My current trainer got overzealous at the prospect of having twice as many man-hours between the two of us and overcommitted to some shit so he could make more money, even though for the most part I've never done this before. That blew up in his face and we had to walk some shit back, and we've done absolutely nothing today while waiting for further instruction. Now he's pissed off because he's not going to make as much, and complaining about how it's being handled. Thing is, I watched my boss explicitly tell him not to do this. So either he's an actual retard or he's being incredibly disingenuous -- actually I know it's the latter because I heard him comment about doing it this way knowing we're not supposed to.
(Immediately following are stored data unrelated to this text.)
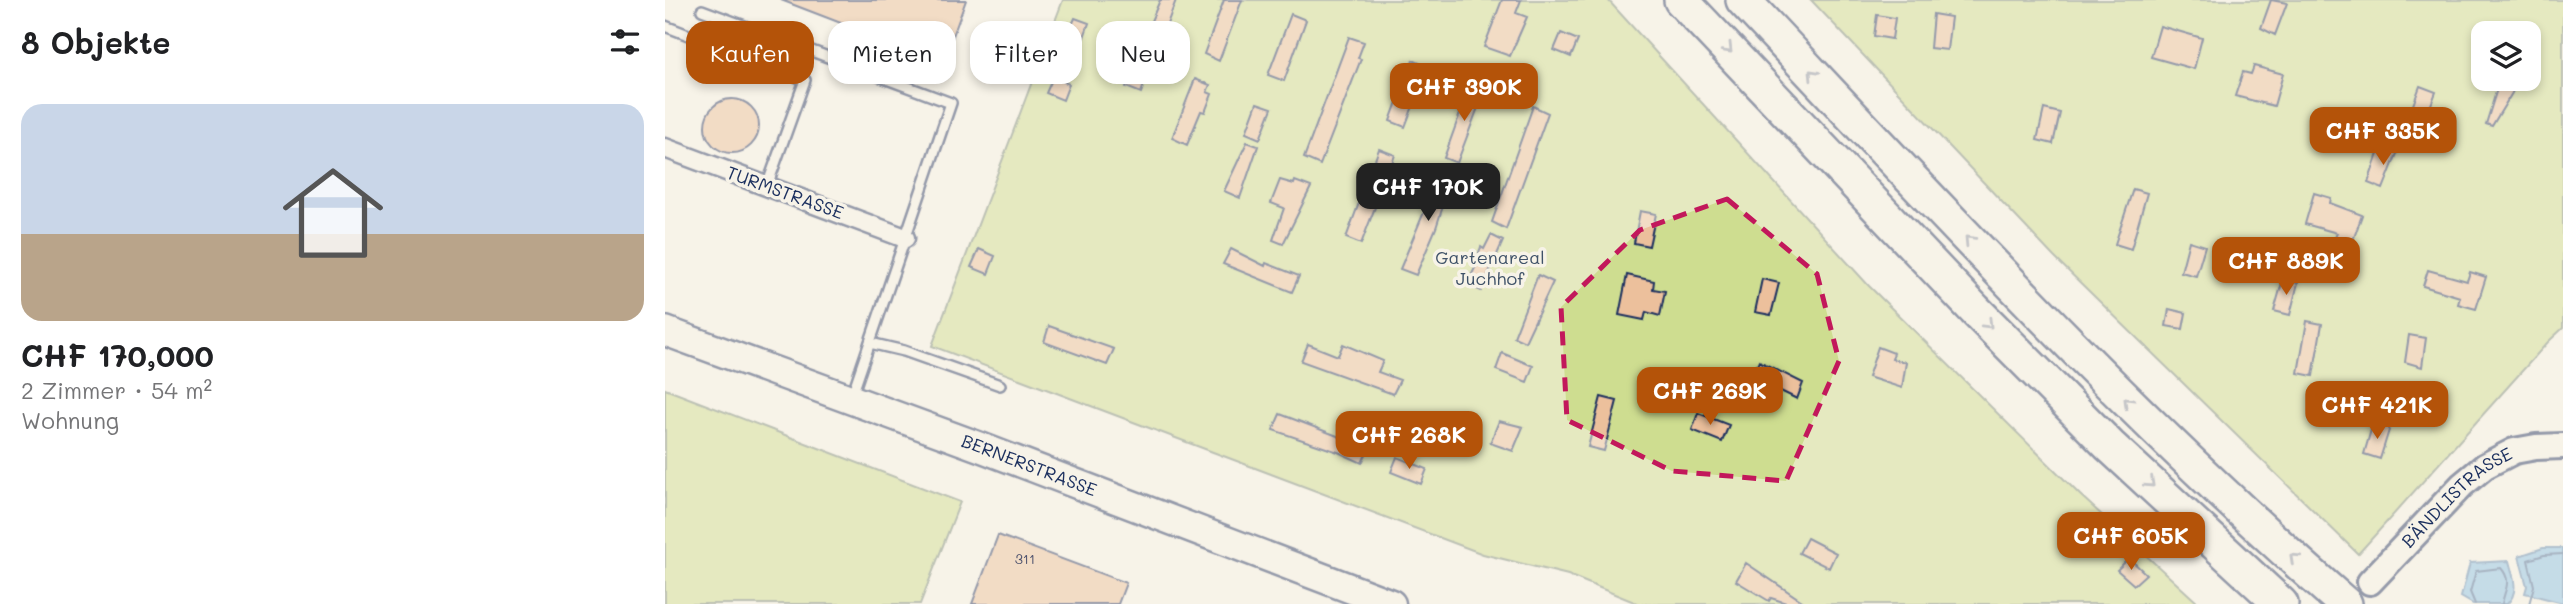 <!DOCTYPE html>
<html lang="de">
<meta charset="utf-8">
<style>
:root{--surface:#fff;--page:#f2f2f2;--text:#202124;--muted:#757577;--accent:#b45309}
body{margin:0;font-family:Mali,sans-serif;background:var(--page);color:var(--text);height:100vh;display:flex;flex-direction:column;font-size:26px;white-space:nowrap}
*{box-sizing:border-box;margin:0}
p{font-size:23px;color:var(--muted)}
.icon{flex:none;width:38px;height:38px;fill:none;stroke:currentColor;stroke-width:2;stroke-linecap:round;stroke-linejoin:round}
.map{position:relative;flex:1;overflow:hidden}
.panel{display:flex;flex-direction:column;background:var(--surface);width:665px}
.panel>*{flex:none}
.hud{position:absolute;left:21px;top:21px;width:665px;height:63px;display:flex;gap:14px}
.buttons{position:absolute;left:1806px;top:21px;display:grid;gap:14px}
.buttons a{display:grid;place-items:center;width:70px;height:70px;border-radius:14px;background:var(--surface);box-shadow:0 4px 10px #0003;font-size:35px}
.price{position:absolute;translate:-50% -60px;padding:0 16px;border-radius:14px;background:var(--accent);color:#fff;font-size:23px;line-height:46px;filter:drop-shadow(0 2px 4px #0008)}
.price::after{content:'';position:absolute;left:50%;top:42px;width:21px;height:16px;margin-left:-10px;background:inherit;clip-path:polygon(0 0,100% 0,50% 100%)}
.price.on{background:#222;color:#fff}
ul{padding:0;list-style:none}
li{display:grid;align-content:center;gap:14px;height:371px;padding:0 21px}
li span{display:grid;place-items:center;height:217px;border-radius:21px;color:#555}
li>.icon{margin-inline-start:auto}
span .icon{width:126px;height:126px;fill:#fffc;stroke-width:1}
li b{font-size:30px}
h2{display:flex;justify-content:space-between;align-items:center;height:84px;padding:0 21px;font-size:30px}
.chip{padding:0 24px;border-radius:21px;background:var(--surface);box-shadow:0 4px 10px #0003;font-size:24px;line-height:63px}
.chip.on{background:var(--accent);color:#fff}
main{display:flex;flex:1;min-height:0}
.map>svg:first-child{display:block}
.green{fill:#cedd90;stroke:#748677;stroke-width:2;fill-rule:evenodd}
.water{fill:#88c0e7;stroke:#5c86b0;stroke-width:2}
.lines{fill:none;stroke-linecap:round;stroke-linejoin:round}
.shore{stroke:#476995;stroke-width:2}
.building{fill:#ecc09c;stroke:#1b2f5e;stroke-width:2}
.lane-casing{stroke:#1b2f5e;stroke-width:14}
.street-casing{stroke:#1b2f5e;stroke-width:23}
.secondary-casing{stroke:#1b2f5e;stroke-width:30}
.primary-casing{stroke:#1b2f5e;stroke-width:33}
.highway-casing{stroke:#1b2f5e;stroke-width:38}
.lane{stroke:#f7f3e8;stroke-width:9}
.street{stroke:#f7f3e8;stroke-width:18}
.secondary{stroke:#f7f3e8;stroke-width:24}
.primary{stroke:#f7f3e8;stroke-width:28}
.highway{stroke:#f7f3e8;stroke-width:33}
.oneway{stroke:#8991a3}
.marked{fill:none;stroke:#c2185b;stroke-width:5;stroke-dasharray:14 9;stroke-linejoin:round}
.labels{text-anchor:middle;stroke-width:7;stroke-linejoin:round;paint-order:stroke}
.number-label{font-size:14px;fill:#4f536e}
.street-label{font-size:18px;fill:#1b2f5e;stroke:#f7f3e8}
.park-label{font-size:18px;fill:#3f5268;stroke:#f7f3e8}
</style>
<main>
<section class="panel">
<h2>8 Objekte<svg class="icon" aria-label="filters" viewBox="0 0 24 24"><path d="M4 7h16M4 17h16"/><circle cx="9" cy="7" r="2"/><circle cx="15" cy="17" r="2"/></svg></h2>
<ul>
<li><span style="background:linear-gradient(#c9d6e8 60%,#b9a48a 0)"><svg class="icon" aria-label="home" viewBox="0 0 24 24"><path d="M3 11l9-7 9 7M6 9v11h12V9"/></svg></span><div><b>CHF 170,000</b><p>2 Zimmer · 54 m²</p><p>Wohnung</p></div></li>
</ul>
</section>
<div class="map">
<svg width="1898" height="604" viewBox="0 0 1898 604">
<rect width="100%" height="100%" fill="#f7f3e8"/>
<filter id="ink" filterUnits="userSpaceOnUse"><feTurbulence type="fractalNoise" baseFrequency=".0143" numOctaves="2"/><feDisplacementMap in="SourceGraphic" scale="14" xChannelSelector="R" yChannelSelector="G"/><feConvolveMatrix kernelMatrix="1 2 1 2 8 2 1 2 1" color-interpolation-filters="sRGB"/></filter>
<g filter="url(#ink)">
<!-- green -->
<path class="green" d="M398 0H943L1204 286 1415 495 1534 604H974L903 575 818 554 267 346Z
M1146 0H1898V328L1883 342 1693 554 1389 257ZM1818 33H1864V79H1818Z
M0 389 295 502 255 604H0Z"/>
<!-- water -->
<path class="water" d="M1878 548H1898V603L1860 593 1862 586 1854 556Z
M1844 561C1848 577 1855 591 1842 604H1808L1796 597 1805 563Z"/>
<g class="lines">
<!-- shore -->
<path class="shore" d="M1810 604 1805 592 1811 571 1836 568C1848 582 1839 590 1837 604
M1864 604 1869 586 1863 560 1879 555 1898 554"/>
</g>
<!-- building -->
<path class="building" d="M116 0H301L281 55 249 43 246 50Z
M495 0H511L498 35 483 28Z
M559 0H577L554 61 539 54Z
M837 0H856L851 13 862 17 845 56 819 47Z
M1606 0 1622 3 1610 35 1596 28Z
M626 14 641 20 619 81 603 75Z
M1268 14 1286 17 1282 50 1265 48Z
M1212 15 1230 18 1227 39 1209 36Z
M410 18 424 23 418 40 403 34Z
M1495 26 1537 38 1529 69 1486 57Z
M896 33 913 40 906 57 889 50Z
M684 37 699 42 693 58 696 59 655 165 639 158Z
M472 56 487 62 476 93 461 87Z
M748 60 763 67 750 95 735 89Z
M1589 66 1618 74 1609 106 1570 96 1578 72 1586 74Z
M388 77 404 84 398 100 381 93Z
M530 79 545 85 542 92 547 94 540 112 536 111 522 145 507 138Z
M1835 79H1852L1847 93 1827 126 1821 124Z
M806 83 820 89 792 163 779 158Z
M1755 86 1771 92 1759 122 1744 116Z
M736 91 752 96 740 127 725 121Z
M40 126a27 27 0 1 1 54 0a27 27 0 1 1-54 0Z
M592 103 607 108 595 139 581 133Z
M868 106 883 113 841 229 827 222Z
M1379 109 1395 113 1388 144 1372 140Z
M582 142 593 146 575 198 559 191Z
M1716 145 1733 151 1718 189 1703 183Z
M714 149 730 155 696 244 681 238Z
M772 170 788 175 771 228 751 275 735 269 770 186 766 185Z
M615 180 629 184 630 181 646 187 618 244 608 240 619 208 606 203Z
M1468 189 1482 193 1466 249 1450 244Z
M1649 193 1666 198 1665 203 1697 215 1686 246 1669 240 1672 233 1640 224Z
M975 211 991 214 984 246 969 243Z
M826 235 838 241 816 291 802 284 812 264 810 263 816 247 819 249Z
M1524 241 1540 246 1531 276 1516 272Z
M314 249 330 256 323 274 306 267Z
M566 249 600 266 601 263 634 276 627 292 558 264Z
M1763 270 1802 281 1805 272 1821 277 1811 309 1793 304 1795 297 1758 286Z
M873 275 888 282 860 342 849 337Z
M962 275 989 281 988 289 1000 291 995 316 981 312 979 320 954 315Z
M1097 279 1114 283 1106 315 1090 312Z
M1618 279 1633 283 1625 315 1609 311Z
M1504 309 1521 313 1518 329 1501 326Z
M1642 321 1657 324 1648 376 1633 373Z
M384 326 449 349 442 365 379 342Z
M1744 335 1761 338 1757 367 1740 362Z
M643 344 673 356 678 344 718 361 713 372 735 380 728 394 636 361Z
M1213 347 1229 353 1227 359 1241 362 1237 388 1203 377Z
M837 353 868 366 862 382 831 370Z
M1094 361 1138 383 1132 399 1087 377Z
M936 397 952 401 939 451 923 447Z
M1033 413 1064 425 1057 442 1027 430Z
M615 414 704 448 697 463 673 452 608 430Z
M834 421 858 427 848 451 825 443Z
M1708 423 1725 427 1715 459 1699 454Z
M732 457 762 469 756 484 726 472Z
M333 535 461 583 453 604H307Z
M1142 538 1171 553 1164 568 1134 553Z
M1464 558 1481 574 1469 585 1452 570Z
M1081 563 1140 603V604H1124L1106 598 1104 601 1071 581Z"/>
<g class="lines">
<defs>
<path id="lane" d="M37 10 286 103 186 398
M0 26 140 80 102 186
M205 343 239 351 335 385"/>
<path id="street" d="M0 148 240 238"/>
<g id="secondary">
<path id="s1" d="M1705 582 1797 485 1820 466 1849 451 1871 447 1898 446"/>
</g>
<g id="primary">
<path id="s2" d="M0 331 315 447 726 604"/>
</g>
<path id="highway" d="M1016 0 1310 310 1445 446 1616 604
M1078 0C1273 207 1465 417 1680 604"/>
</defs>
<!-- lane casing -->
<use href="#lane" class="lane-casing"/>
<!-- street casing -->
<use href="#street" class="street-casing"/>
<!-- secondary casing -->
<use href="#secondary" class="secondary-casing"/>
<!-- primary casing -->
<use href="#primary" class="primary-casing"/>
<!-- highway casing -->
<use href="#highway" class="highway-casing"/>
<!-- lane -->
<use href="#lane" class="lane"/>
<!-- street -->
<use href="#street" class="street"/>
<!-- secondary -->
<use href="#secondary" class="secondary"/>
<!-- primary -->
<use href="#primary" class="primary"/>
<!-- highway -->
<use href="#highway" class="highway"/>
</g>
<!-- one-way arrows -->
<defs><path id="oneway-chevron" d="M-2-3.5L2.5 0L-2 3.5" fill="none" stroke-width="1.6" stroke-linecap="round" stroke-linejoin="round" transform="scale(1.75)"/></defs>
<g class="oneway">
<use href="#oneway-chevron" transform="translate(1063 49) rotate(46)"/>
<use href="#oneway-chevron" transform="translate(1148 74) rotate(-133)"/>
<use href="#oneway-chevron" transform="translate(1304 240) rotate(-133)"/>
<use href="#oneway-chevron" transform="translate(1323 324) rotate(45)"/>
<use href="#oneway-chevron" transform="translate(1463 402) rotate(-135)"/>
<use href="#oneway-chevron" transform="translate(1485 483) rotate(43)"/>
<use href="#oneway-chevron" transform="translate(1629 558) rotate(-137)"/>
</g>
</g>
<!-- marked area -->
<path d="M0 0H1898V604H0ZM1062 199 1152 274 1174 361 1121 481 1007 471 902 420 896 307 975 230Z" fill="#f7f3e8" fill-opacity=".55" fill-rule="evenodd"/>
<path class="marked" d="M1062 199 1152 274 1174 361 1121 481 1007 471 902 420 896 307 975 230Z"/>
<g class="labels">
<!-- number labels -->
<g class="number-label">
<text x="360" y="564">311</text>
</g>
<!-- street labels -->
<g class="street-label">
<text transform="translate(120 193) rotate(20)" y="6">TURMSTRASSE</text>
<text dy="6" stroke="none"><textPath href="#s2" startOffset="388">BERNERSTRASSE</textPath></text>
<text dy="6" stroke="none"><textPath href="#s1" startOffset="122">BÄNDLISTRASSE</textPath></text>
</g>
<!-- park labels -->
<g class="park-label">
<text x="825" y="264">Gartenareal<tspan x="825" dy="21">Juchhof</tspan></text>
</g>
</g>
</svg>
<div class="buttons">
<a><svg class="icon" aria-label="layers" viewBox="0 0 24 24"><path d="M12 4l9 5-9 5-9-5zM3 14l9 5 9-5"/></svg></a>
</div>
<b class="price" style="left:799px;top:123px">CHF 390K</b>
<b class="price" style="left:1718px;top:167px">CHF 335K</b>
<b class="price on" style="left:763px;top:223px">CHF 170K</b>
<b class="price" style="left:1621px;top:297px">CHF 889K</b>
<b class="price" style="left:1045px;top:427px">CHF 269K</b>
<b class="price" style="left:1712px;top:441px">CHF 421K</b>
<b class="price" style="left:744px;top:471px">CHF 268K</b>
<b class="price" style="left:1466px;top:572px">CHF 605K</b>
<div class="hud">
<a class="chip on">Kaufen</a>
<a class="chip">Mieten</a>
<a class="chip">Filter</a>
<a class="chip">Neu</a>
</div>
</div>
</main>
So he's just taking advantage of the situation for his own gain.
Worst part is, we're traveling for this, so I'm stuck in this situation until Thursday, regardless of what management says tomorrow. Which means I can't say shit about it or I'll have to deal with a pissed off trainer all week.

Trying to cope without seething but I need support.
 
Feel like shit lately, lost my 13 y/o cat to a severe onset of acute on chronic kidney disease 6 weeks ago. No previous indications he was bad off until it was pretty bad. Put him in the hospital only for the vets to put him into fluid overload on day 3. Caused him to have trouble breathing and I didn't want him to suffer anymore. Had to say goodbye without even being able to hold him while he was still conscience. He was a damn good cat, knew his name, and would talk to you. Hung out with my family at Christmas time. Was playing with toys the day before he got sick. It's all so hard to believe. Fuck this year.